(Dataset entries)
◆ ◆ ◆ ◆ ◆

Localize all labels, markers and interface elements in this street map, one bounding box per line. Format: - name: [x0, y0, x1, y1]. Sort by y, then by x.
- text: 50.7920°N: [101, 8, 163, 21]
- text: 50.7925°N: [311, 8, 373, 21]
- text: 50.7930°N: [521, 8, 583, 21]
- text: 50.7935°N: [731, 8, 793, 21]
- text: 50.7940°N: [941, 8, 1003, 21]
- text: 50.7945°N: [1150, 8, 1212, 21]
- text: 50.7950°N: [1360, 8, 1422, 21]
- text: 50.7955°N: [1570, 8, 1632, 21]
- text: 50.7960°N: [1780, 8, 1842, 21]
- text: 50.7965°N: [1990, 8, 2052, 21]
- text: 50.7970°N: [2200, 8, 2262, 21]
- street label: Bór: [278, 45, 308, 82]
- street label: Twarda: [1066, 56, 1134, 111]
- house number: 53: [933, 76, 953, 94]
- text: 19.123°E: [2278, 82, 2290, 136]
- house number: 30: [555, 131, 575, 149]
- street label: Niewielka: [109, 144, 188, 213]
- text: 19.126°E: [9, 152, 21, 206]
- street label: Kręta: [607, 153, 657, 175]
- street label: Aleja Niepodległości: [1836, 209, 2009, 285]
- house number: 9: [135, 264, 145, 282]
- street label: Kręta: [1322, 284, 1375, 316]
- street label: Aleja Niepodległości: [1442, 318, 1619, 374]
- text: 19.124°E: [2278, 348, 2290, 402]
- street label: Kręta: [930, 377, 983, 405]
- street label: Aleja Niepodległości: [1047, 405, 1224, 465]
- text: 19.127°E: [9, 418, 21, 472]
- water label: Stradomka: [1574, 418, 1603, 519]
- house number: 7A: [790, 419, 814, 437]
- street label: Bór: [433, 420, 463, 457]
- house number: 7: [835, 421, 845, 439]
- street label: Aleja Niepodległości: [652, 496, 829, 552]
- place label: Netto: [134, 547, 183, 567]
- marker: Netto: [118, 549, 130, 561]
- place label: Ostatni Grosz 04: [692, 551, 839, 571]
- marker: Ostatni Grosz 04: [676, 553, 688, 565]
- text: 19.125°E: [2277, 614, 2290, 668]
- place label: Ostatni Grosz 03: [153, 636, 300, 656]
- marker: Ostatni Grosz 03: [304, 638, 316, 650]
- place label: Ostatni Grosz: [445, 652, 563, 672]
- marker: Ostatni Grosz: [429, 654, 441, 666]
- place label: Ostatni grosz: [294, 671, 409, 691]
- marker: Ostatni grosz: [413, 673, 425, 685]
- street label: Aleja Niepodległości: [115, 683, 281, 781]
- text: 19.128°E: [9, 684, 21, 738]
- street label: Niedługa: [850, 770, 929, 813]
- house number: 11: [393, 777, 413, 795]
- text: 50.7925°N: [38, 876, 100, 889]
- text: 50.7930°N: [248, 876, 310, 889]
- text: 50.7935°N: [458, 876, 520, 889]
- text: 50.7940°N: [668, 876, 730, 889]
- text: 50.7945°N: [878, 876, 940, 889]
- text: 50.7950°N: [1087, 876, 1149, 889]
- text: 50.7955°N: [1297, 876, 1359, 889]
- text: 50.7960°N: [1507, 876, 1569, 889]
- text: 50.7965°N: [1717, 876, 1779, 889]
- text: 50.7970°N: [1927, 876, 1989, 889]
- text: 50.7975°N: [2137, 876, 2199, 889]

◆ ◆ ◆ ◆ ◆

_INSTRUCTIONS TO FOLLOW_.
Set all of the records down again, exactly as they stand.

_RESPONSE TO THIS EXERCISE_.
Localize all labels, markers and interface elements in this street map, one bounding box per line. Format: - name: [x0, y0, x1, y1]. Sort by y, then by x.
- text: 50.7920°N: [101, 8, 163, 21]
- text: 50.7925°N: [311, 8, 373, 21]
- text: 50.7930°N: [521, 8, 583, 21]
- text: 50.7935°N: [731, 8, 793, 21]
- text: 50.7940°N: [941, 8, 1003, 21]
- text: 50.7945°N: [1150, 8, 1212, 21]
- text: 50.7950°N: [1360, 8, 1422, 21]
- text: 50.7955°N: [1570, 8, 1632, 21]
- text: 50.7960°N: [1780, 8, 1842, 21]
- text: 50.7965°N: [1990, 8, 2052, 21]
- text: 50.7970°N: [2200, 8, 2262, 21]
- street label: Bór: [278, 45, 308, 82]
- street label: Twarda: [1066, 56, 1134, 111]
- house number: 53: [933, 76, 953, 94]
- text: 19.123°E: [2278, 82, 2290, 136]
- house number: 30: [555, 131, 575, 149]
- street label: Niewielka: [109, 144, 188, 213]
- text: 19.126°E: [9, 152, 21, 206]
- street label: Kręta: [607, 153, 657, 175]
- street label: Aleja Niepodległości: [1836, 209, 2009, 285]
- house number: 9: [135, 264, 145, 282]
- street label: Kręta: [1322, 284, 1375, 316]
- street label: Aleja Niepodległości: [1442, 318, 1619, 374]
- text: 19.124°E: [2278, 348, 2290, 402]
- street label: Kręta: [930, 377, 983, 405]
- street label: Aleja Niepodległości: [1047, 405, 1224, 465]
- text: 19.127°E: [9, 418, 21, 472]
- water label: Stradomka: [1574, 418, 1603, 519]
- house number: 7A: [790, 419, 814, 437]
- street label: Bór: [433, 420, 463, 457]
- house number: 7: [835, 421, 845, 439]
- street label: Aleja Niepodległości: [652, 496, 829, 552]
- place label: Netto: [134, 547, 183, 567]
- marker: Netto: [118, 549, 130, 561]
- place label: Ostatni Grosz 04: [692, 551, 839, 571]
- marker: Ostatni Grosz 04: [676, 553, 688, 565]
- text: 19.125°E: [2277, 614, 2290, 668]
- place label: Ostatni Grosz 03: [153, 636, 300, 656]
- marker: Ostatni Grosz 03: [304, 638, 316, 650]
- place label: Ostatni Grosz: [445, 652, 563, 672]
- marker: Ostatni Grosz: [429, 654, 441, 666]
- place label: Ostatni grosz: [294, 671, 409, 691]
- marker: Ostatni grosz: [413, 673, 425, 685]
- street label: Aleja Niepodległości: [115, 683, 281, 781]
- text: 19.128°E: [9, 684, 21, 738]
- street label: Niedługa: [850, 770, 929, 813]
- house number: 11: [393, 777, 413, 795]
- text: 50.7925°N: [38, 876, 100, 889]
- text: 50.7930°N: [248, 876, 310, 889]
- text: 50.7935°N: [458, 876, 520, 889]
- text: 50.7940°N: [668, 876, 730, 889]
- text: 50.7945°N: [878, 876, 940, 889]
- text: 50.7950°N: [1087, 876, 1149, 889]
- text: 50.7955°N: [1297, 876, 1359, 889]
- text: 50.7960°N: [1507, 876, 1569, 889]
- text: 50.7965°N: [1717, 876, 1779, 889]
- text: 50.7970°N: [1927, 876, 1989, 889]
- text: 50.7975°N: [2137, 876, 2199, 889]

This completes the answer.